┌──

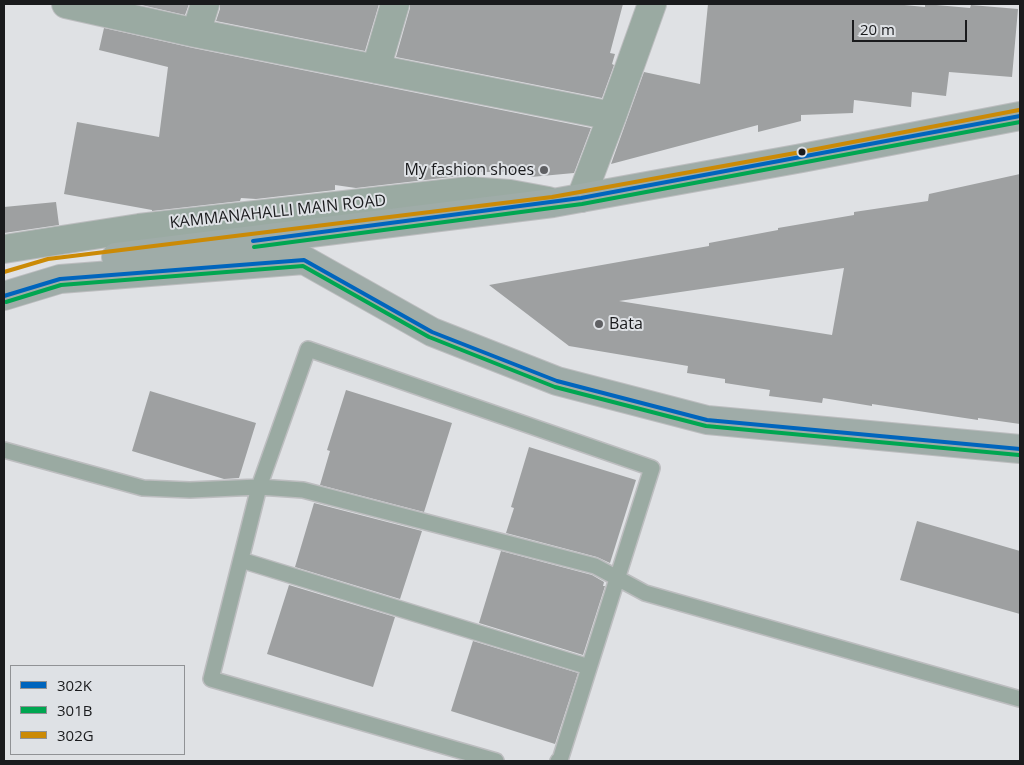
<!DOCTYPE html>
<html>
<head>
<meta charset="utf-8">
<style>
  body { margin:0 }
  #map { position:relative; width:1024px; height:765px; overflow:hidden; background:#dfe1e4; font-family:"Open Sans",sans-serif }
  canvas { display:block }
  .frame { position:absolute; inset:0; border:5px solid #1a1b1d; pointer-events:none }
  .legend { position:absolute; left:10px; top:665px; width:175px; height:90px; box-sizing:border-box; background:#dee1e5; border:1px solid #909295; margin:0; padding:6px 9px; list-style:none; font-size:15px; color:#1a1b1d }
  .legend li { display:flex; align-items:center; gap:10px; height:25px }
  .legend b { width:25px; border:1px solid #909295 }
  .scale { position:absolute; left:852px; top:20px; width:115px; height:22px; box-sizing:border-box; border:2px solid #1a1b1d; border-top:0; padding-left:6px; font-size:15px; line-height:18px; white-space:nowrap; color:#1a1b1d; -webkit-text-stroke:4px #dee1e5; paint-order:stroke }
</style>
</head>
<body>
<div id="map">
<canvas width="1024" height="765"></canvas>
<div class="frame"></div>
<ul class="legend">
<li><b style="height:6px;background:#0065bd"></b>302K</li>
<li><b style="height:6px;background:#00a651"></b>301B</li>
<li><b style="height:6px;background:#cb8a06"></b>302G</li>
</ul>
<div class="scale">20 m</div>
</div>
<script>
const g = document.querySelector('canvas').getContext('2d');
g.lineJoin = 'round';
function fill(path, color) {
  g.fillStyle = color;
  g.fill(path, 'evenodd');
}
function strokePath(path, color, width, dash) {
  g.strokeStyle = color;
  g.lineWidth = width;
  g.lineCap = dash ? 'butt' : 'round';
  g.setLineDash(dash || []);
  g.stroke(path);
}
function drawText(font, color, halo, rows, align = 'center') {
  g.font = font + ' "Open Sans",sans-serif';
  g.lineWidth = 4;
  g.setLineDash([]);
  g.textBaseline = 'middle';
  g.strokeStyle = halo;
  g.fillStyle = color;
  for (const [text, x, y, turn = 0] of rows) {
    g.save();
    g.translate(x, y);
    g.rotate((+turn || 0) * Math.PI / 180);
    g.textAlign = isNaN(turn) ? turn : align;
    if (halo) g.strokeText(text, 0, 0);
    g.fillText(text, 0, 0);
    g.restore();
  }
}
fill(new Path2D(`
  M 137,4 L 189,4 L 185,15 Z
  M 220,4 L 379,4 L 365,51 L 216,21 L 220,9 Z
  M 410,4 L 623,4 L 610,53 L 615,54 L 612,64 L 614,65 L 602,98 L 396,57 L 410,8 Z
  M 708,4 L 894,4 L 925,7 L 925,4 L 970,8 L 971,5 L 1018,9 L 1012,77 L 949,72 L 946,96 L 912,92 L 911,107 L 854,100 L 853,113 L 801,115 L 801,121 L 758,132 L 758,125 L 611,164 L 644,72 L 700,84 Z
  M 104,28 L 193,48 L 591,128 L 574,173 L 531,177 L 532,172 L 461,172 L 460,176 L 356,188 L 335,185 L 335,190 L 256,199 L 241,198 L 240,201 L 152,211 L 152,210 L 64,194 L 77,122 L 159,137 L 168,67 L 99,50 Z
  M 1020,174 L 1020,424 L 978,418 L 978,420 L 872,404 L 872,406 L 823,398 L 822,403 L 769,396 L 770,390 L 725,383 L 725,379 L 687,373 L 688,366 L 569,346 L 489,285 L 709,246 L 709,243 L 778,230 L 778,228 L 854,215 L 854,212 L 928,201 L 929,194 ZM 844,268 L 832,335 L 619,301 Z
  M 56,202 L 59,225 L 4,233 L 4,207 Z
  M 346,390 L 452,423 L 424,512 L 320,485 L 330,451 L 327,450 Z
  M 150,391 L 256,423 L 239,478 L 224,479 L 132,451 Z
  M 529,447 L 636,480 L 610,563 L 597,557 L 506,533 L 514,508 L 511,507 Z
  M 314,503 L 422,531 L 400,599 L 295,567 Z
  M 917,521 L 1020,551 L 1020,614 L 900,580 Z
  M 501,551 L 592,575 L 604,582 L 603,586 L 605,586 L 583,655 L 479,623 Z
  M 289,585 L 395,617 L 373,687 L 267,654 Z
  M 473,641 L 578,673 L 555,744 L 451,711 Z`), '#9ea0a1');
const service = new Path2D(`
  M 4,450 L 143,488 L 190,490 L 259,487 L 303,490 L 595,566 L 645,593 L 1020,699
  M 241,560 L 589,667
  M 496,761 L 211,679 L 259,487 L 308,349 L 652,468 L 560,760 L 558,761`);
const minor = new Path2D(`
  M 66,4 L 196,33 L 612,116
  M 196,33 L 205,4
  M 376,69 L 395,4
  M 581,198 L 612,116 L 652,4`);
const tertiary = new Path2D(`
  M 4,249 L 139,228 L 469,191 L 510,194 L 548,201`);
const primary = new Path2D(`
  M 116,257 L 553,203 L 802,158 L 1020,116
  M 4,296 L 60,279 L 304,260 L 432,332 L 557,381 L 707,420 L 1020,449`);
strokePath(service, '#bcbdbf', 18);
strokePath(minor, '#bcbdbf', 30);
strokePath(tertiary, '#bcbdbf', 30);
strokePath(primary, '#bcbdbf', 30);
strokePath(service, '#9aaaa2', 15);
strokePath(minor, '#9aaaa2', 28);
strokePath(tertiary, '#9aaaa2', 28);
strokePath(primary, '#9faca8', 28);
strokePath(new Path2D(`
  M 253,241 L 581,198 L 1020,116
  M 4,296 L 60,279 L 304,260 L 432,332 L 557,381 L 707,420 L 1020,449`), '#0065bd', 4);
strokePath(new Path2D(`
  M 254,247 L 582,204 L 1020,122
  M 6,302 L 61,285 L 303,266 L 429,337 L 555,387 L 706,426 L 1019,455`), '#00a651', 4);
strokePath(new Path2D(`
  M 4,272 L 48,259 L 552,197 L 801,152 L 1019,110`), '#cb8a06', 4);
for (const [x, y, r, color] of [
  [802,152,4.5,"#1a1b1d"],
  [544,170,5,"#5f6063"],
  [599,324,5,"#5f6063"]
]) {
  const dot = new Path2D();
  dot.arc(x, y, r, 0, 2 * Math.PI);
  g.fillStyle = color;
  g.fill(dot);
  strokePath(dot, '#dee1e5', 2);
}
drawText('16px', '#1a1b1d', '#dee1e5', [
  ["My fashion shoes",534,170],
  ["Bata",609,324,"left"]
], 'right');
drawText('16px', '#1a1b1d', '#dee1e5', [
  ["KAMMANAHALLI MAIN ROAD",278,212,-6]
]);
</script>
</body>
</html>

└──

• [Task prompt]:
Each line from the one containing "M 4,272 L 48,259" to the last line above must be returned exactly, and no line outside that range.

• [Answer box]:
  M 4,272 L 48,259 L 552,197 L 801,152 L 1019,110`), '#cb8a06', 4);
for (const [x, y, r, color] of [
  [802,152,4.5,"#1a1b1d"],
  [544,170,5,"#5f6063"],
  [599,324,5,"#5f6063"]
]) {
  const dot = new Path2D();
  dot.arc(x, y, r, 0, 2 * Math.PI);
  g.fillStyle = color;
  g.fill(dot);
  strokePath(dot, '#dee1e5', 2);
}
drawText('16px', '#1a1b1d', '#dee1e5', [
  ["My fashion shoes",534,170],
  ["Bata",609,324,"left"]
], 'right');
drawText('16px', '#1a1b1d', '#dee1e5', [
  ["KAMMANAHALLI MAIN ROAD",278,212,-6]
]);
</script>
</body>
</html>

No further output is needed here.